Também por isso é preciso repensar as políticas de públicos pois elas são reveladoras de estruturas de relacionamento que determinam tudo o resto: o que expomos, o que fazemos com o património que salvaguardamos, a quem nos dirigimos, com quem dialogamos, que vozes validamos, quem deixamos verdadeiramente entrar e para quê?
Ao “porque fazemos o que fazemos?”, sucede necessariamente um “como fazemos o que fazemos?”. A noção de desenvolver (mais do que formar) públicos implica: criar públicos onde não os havia (novos públicos, não públicos, outros públicos?); alargar os que já existiam tornando-os mais representativos da pluralidade social; envolver e criar comunidade, promovendo o sentido de pertença e de reconhecimento para estabelecer relações relevantes e duradouras. Implica por isso compromisso e sentido democrático.
Assumir o papel cívico das instituições culturais e colocar o desenvolvimento de públicos (as comunidades, as pessoas, as relações) no centro da sua ação é um desafio que implica mudanças importantes nas missões e identidades que nos caracterizam (e diferenciam) enquanto espaços culturais, nas equipas que constituímos (ou que procuramos constituir), nos programas que desenvolvemos e na forma como os pensamos e operacionalizamos, nos públicos que convocamos e a quem nos dirigimos, no papel que os convidamos a desempenhar, no(s) poder(es) e responsabilidades que assumimos, delegamos e partilhamos.

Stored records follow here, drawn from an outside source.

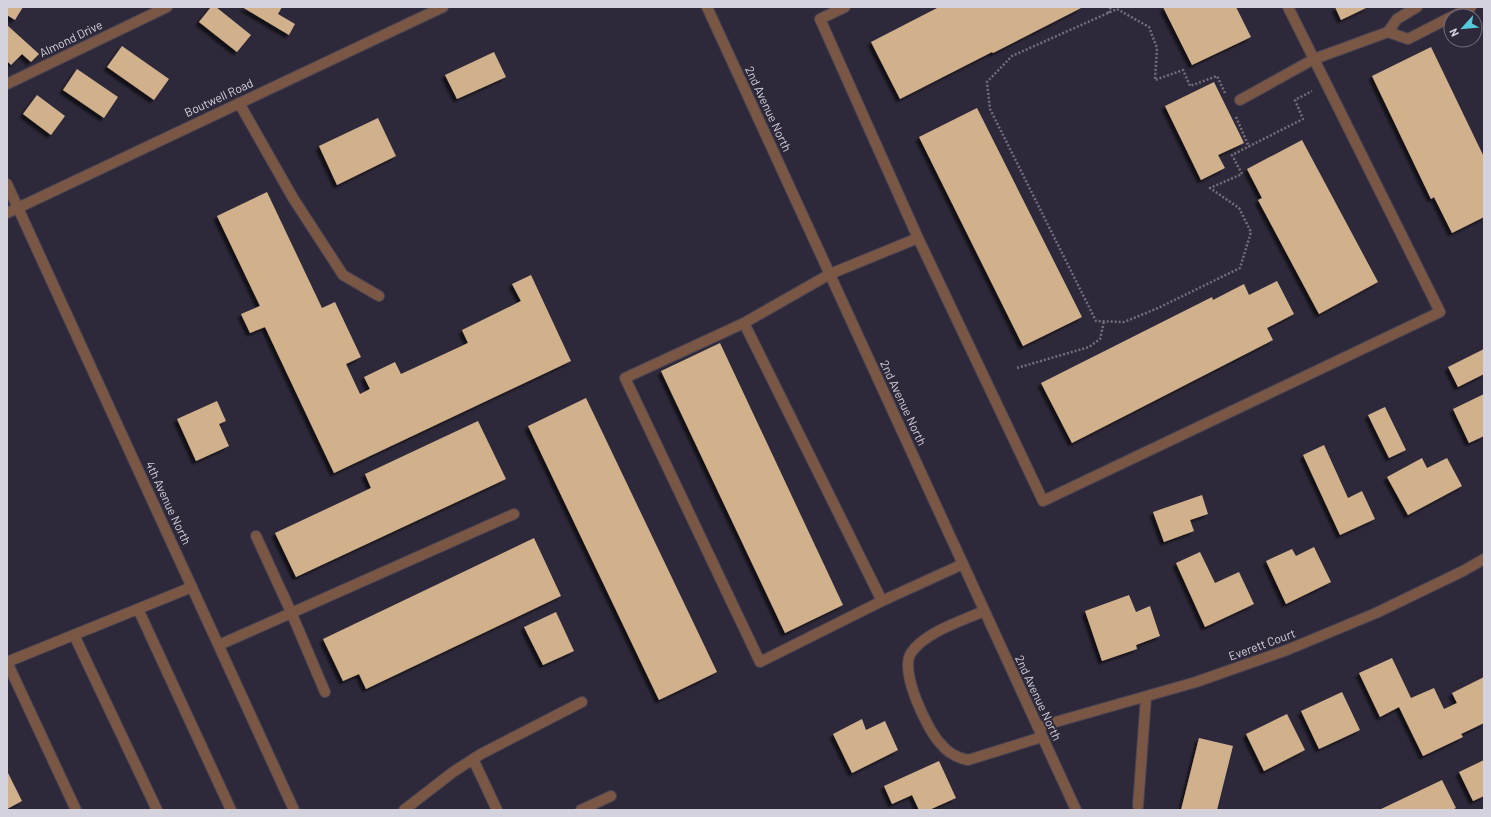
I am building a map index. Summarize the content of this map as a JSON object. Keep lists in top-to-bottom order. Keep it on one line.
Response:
{"streets":{"street":["Almond Drive","Boutwell Road","2nd Avenue North","4th Avenue North","Everett Court"]},"crossings":[["Boutwell Road","4th Avenue North"],["2nd Avenue North","Everett Court"]],"north":"bottom left"}
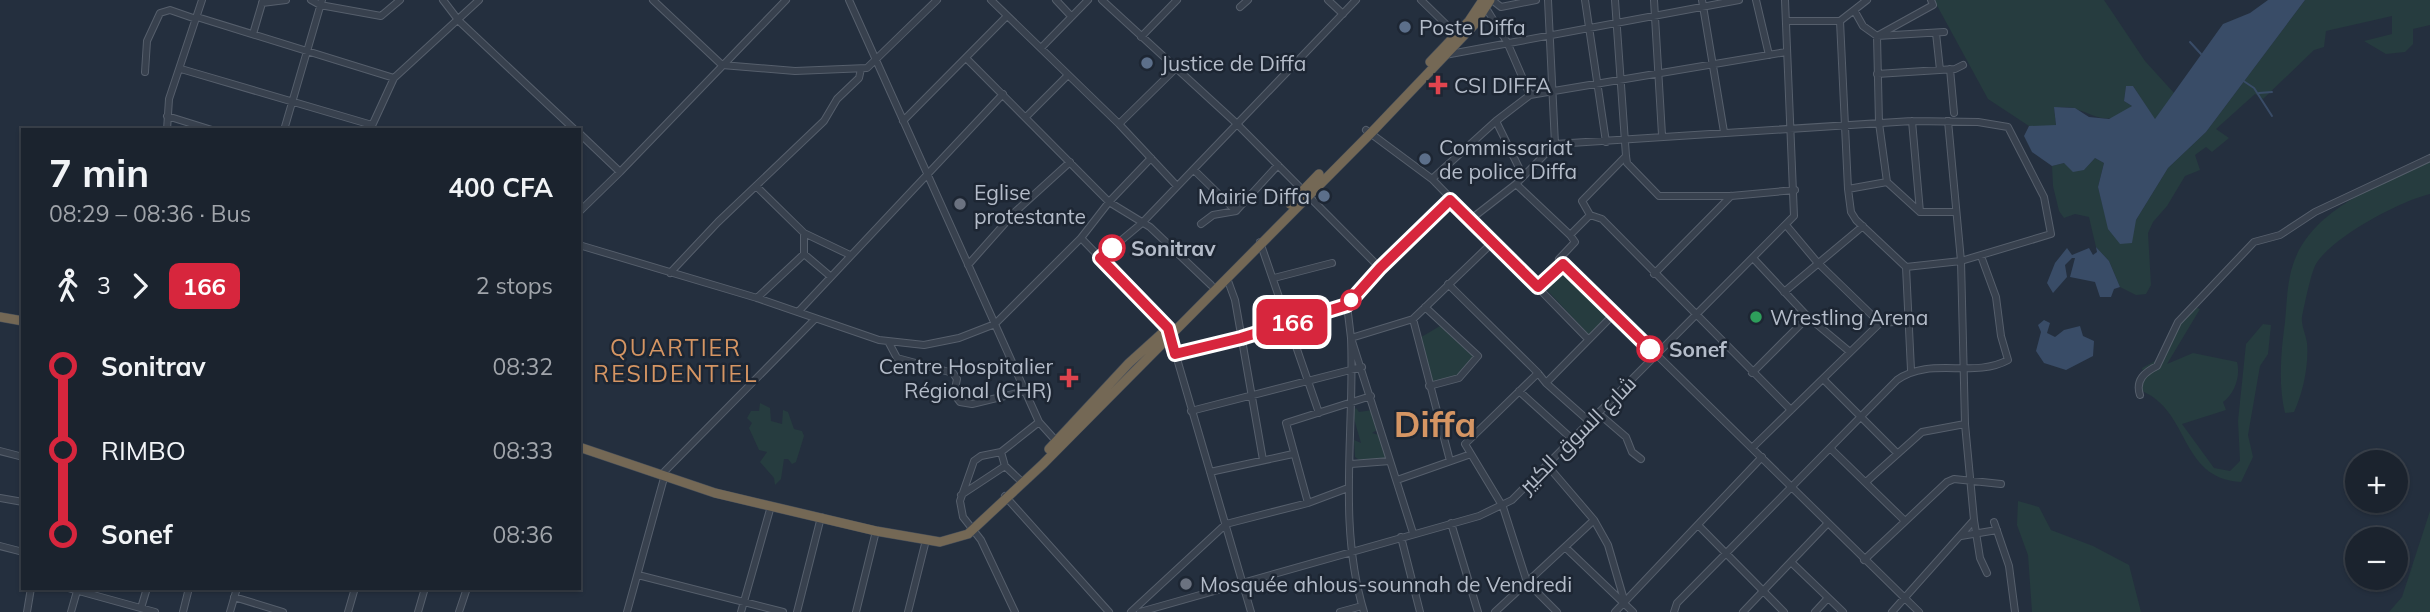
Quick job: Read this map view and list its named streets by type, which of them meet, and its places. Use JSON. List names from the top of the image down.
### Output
{
  "streets": {
    "street": ["شارع السوق الكبير"]
  },
  "districts": ["QUARTIER RESIDENTIEL", "Diffa"],
  "places": {
    "other": [
      "Poste Diffa",
      "Justice de Diffa",
      "Commissariat de police Diffa",
      "Mairie Diffa",
      "Eglise protestante",
      "Sonitrav",
      "Wrestling Arena",
      "Sonef",
      "Mosquée ahlous-sounnah de Vendredi"
    ],
    "health": ["CSI DIFFA", "Centre Hospitalier Régional (CHR)"]
  },
  "lines": ["bus line 166"],
  "page": {
    "on_map": "166",
    "heading": ["7 min", "08:29 – 08:36 · Bus", "400 CFA"],
    "legs": ["3", "166", "2 stops"],
    "list": [
      {
        "name": "Sonitrav",
        "value": "08:32"
      },
      {
        "name": "RIMBO",
        "value": "08:33"
      },
      {
        "name": "Sonef",
        "value": "08:36"
      }
    ],
    "map_buttons": ["+", "−"]
  }
}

É neste espaço dinâmico, por vezes ruidoso e cacofónico, muitas vezes ambivalente e não isento de tensões, desconforto, risco e inquietude, que concebo, humildemente, o meu lugar enquanto programadora e mediadora. E é também este lugar (espécie de caixa de ressonância dos sons do mundo) que me parece constituir um museu verdadeiramente aberto.

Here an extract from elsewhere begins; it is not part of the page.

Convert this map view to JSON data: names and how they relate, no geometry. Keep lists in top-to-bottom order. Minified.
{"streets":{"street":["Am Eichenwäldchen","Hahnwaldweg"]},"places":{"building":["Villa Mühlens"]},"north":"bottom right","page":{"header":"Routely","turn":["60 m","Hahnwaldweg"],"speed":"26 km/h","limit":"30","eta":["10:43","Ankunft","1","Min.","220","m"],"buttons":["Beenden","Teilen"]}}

Como responsável de programação educativa ocupo, na maioria das vezes, o espaço mais visível do contacto direto com os públicos. É o lugar onde se constrói a experiência e a memória que, tanto reforça o que já trazíamos como referentes, como o que conseguimos mudar e transformar neste encontro.
No desenho de uma programação educativa materializamos, mediamos e conjugamos vontades, propostas e leituras provenientes de diferentes elementos fundamentais na vida de um museu (diretores, curadores, investigadores, artistas, mediadores, públicos) transformando-os em projetos concretos, visitas, conversas, concertos, performances, programas, desafios e propostas para interlocutores/destinatários muito diversos. O espaço em que a equipa educativa se move é feito de pontes (não é isso mediar?) e assume tanto uma dimensão mais pública e regular (a programação regular para públicos diferenciados, habitualmente mais visível na agenda) como uma dimensão de bastidores, mais longa e experimental, feita de projetos de colaboração e participação com comunidades específicas. Ambas cumprem uma visão de museu como entidade viva, atenta, interveniente e diversa, em escalas e tempos diferentes.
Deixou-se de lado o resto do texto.